L’essor de “l’autopartage” en entreprise est encore une histoire de transformation. Dans les années 1980 et jusqu’à la fin des années 2000, la personnalisation du véhicule de l’entreprise faisait partie des avantages, voire du salaire. “Aujourd’hui, on assiste à une mutualisation du parc car les véhicules ne sont plus attribués à un seul chauffeur et c’est l’entreprise qui décide de la répartition”, analyse David Babin, patron d’Ubiwan. Et ce changement de paradigme s’est dessiné lorsque les entreprises ont commencé à constater que certains véhicules de leur flotte restaient souvent au parking. “Ces véhicules coûtent cher, l’idée est donc d’avoir le moins de véhicules possible qui restent à quai”, martèle Barbara Tron, directrice marketing chez Océan. L’une des solutions est de mettre une partie de sa flotte en autopartage.

“Un véhicule électrique peut être un très bon candidat à l’autopartage dans la mesure où il va revenir plusieurs fois sur sa base dans la journée et pouvoir être rechargé plusieurs fois”, souligne François Denis, directeur France de Geotab, qui propose un outil “keyless” (la clé étant remplacée par un système de verrouillage électronique) aux entreprises pour faciliter l’autopartage. La tendance est donc bien réelle, mais “n’explose pas autant qu’on pourrait le penser” tempère Annick Renoux de Weebfleet. Cette solution correspond plutôt à des véhicules rattachés à des sièges, avec de grosses directions où l’on trouve toute une flotte de véhicules mis à disposition. “L’autopartage est de plus en plus utilisé dans la fonction publique ou les milieux hospitaliers et industriels”, conclut David Babin.
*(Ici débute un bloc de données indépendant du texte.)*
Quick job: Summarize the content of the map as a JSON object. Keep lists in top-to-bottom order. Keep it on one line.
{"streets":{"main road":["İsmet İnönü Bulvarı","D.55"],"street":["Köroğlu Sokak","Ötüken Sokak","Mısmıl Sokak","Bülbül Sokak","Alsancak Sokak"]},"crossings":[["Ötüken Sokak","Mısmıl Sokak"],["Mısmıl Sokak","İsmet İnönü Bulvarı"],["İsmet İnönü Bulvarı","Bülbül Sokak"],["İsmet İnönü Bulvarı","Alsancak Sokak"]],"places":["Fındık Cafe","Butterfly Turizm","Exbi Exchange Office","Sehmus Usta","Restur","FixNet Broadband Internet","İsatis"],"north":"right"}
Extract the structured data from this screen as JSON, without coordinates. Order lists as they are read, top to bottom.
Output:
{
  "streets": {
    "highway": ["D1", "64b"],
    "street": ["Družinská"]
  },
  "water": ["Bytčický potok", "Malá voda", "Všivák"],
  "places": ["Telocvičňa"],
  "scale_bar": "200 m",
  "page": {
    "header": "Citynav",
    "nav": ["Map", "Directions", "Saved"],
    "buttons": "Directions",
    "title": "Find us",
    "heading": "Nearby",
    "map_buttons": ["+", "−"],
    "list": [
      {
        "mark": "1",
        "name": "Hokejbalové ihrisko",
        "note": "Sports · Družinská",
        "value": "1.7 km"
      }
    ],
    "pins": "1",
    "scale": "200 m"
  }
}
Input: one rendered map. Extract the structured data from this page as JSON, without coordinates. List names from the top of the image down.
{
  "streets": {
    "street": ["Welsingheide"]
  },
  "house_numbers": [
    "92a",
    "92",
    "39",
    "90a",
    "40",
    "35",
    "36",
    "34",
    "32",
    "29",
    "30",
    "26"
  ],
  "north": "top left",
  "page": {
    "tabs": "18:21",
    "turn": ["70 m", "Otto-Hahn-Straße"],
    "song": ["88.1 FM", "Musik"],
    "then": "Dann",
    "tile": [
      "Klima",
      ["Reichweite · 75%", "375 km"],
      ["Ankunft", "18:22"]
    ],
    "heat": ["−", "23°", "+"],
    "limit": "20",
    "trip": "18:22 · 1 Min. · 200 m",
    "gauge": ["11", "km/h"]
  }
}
Les freins persistants à l’électrification des flottes

Les solutions pour accompagner le passage à l’électrique se développent chez les acteurs du digital, mais les chiffres demeurent timides. Chez Traxall France, qui gère des flottes comprenant entre 200 et 4 000 véhicules pour le compte de grandes entreprises, le directeur commercial Laurent Hauducoeur assure que les commandes de véhicules électriques ne dépassent pas les 3 %. Le chiffre monte à 26 % en incluant les hybrides. “L’électrification du parc a un coût pour les entreprises et toutes n’ont pas les moyens de leurs ambitions environnementales”, avance Laurent Hauducoeur.

Pourtant, le potentiel est là, selon François Denis de Géotab, qui a réalisé une étude sur la question. “Sur l’ensemble des véhicules de flotte en France, 50 % peuvent passer à l’électrique sans changer leur usage”, assure-t-il. Le marché existe, mais reste limité par les prix et les inégalités géographiques. “Nous ne sommes pas tous logés à la même enseigne en France, souligne Barbara Tron, directrice marketing chez Océan. Certains livreurs doivent parcourir beaucoup de kilomètres pour assurer leurs prestations et n’ont pas forcément suffisamment d’infrastructures pour passer au tout électrique.” Des secteurs d’activité comme les livraisons du dernier kilomètre en ville ou les collectivités locales seraient par exemple plus à même que d’autres à faire la transition. Enfin, même si l’offre s’est considérablement développée, elle demeure un frein aujourd’hui selon Laurent Hauducoeur. “Au niveau des véhicules utilitaires, l’offre en hybride est inexistante et très faible en électrique”, achève-t-il.

En France, 450 000 entreprises possèdent au moins un véhicule, soit 10 % des personnes morales.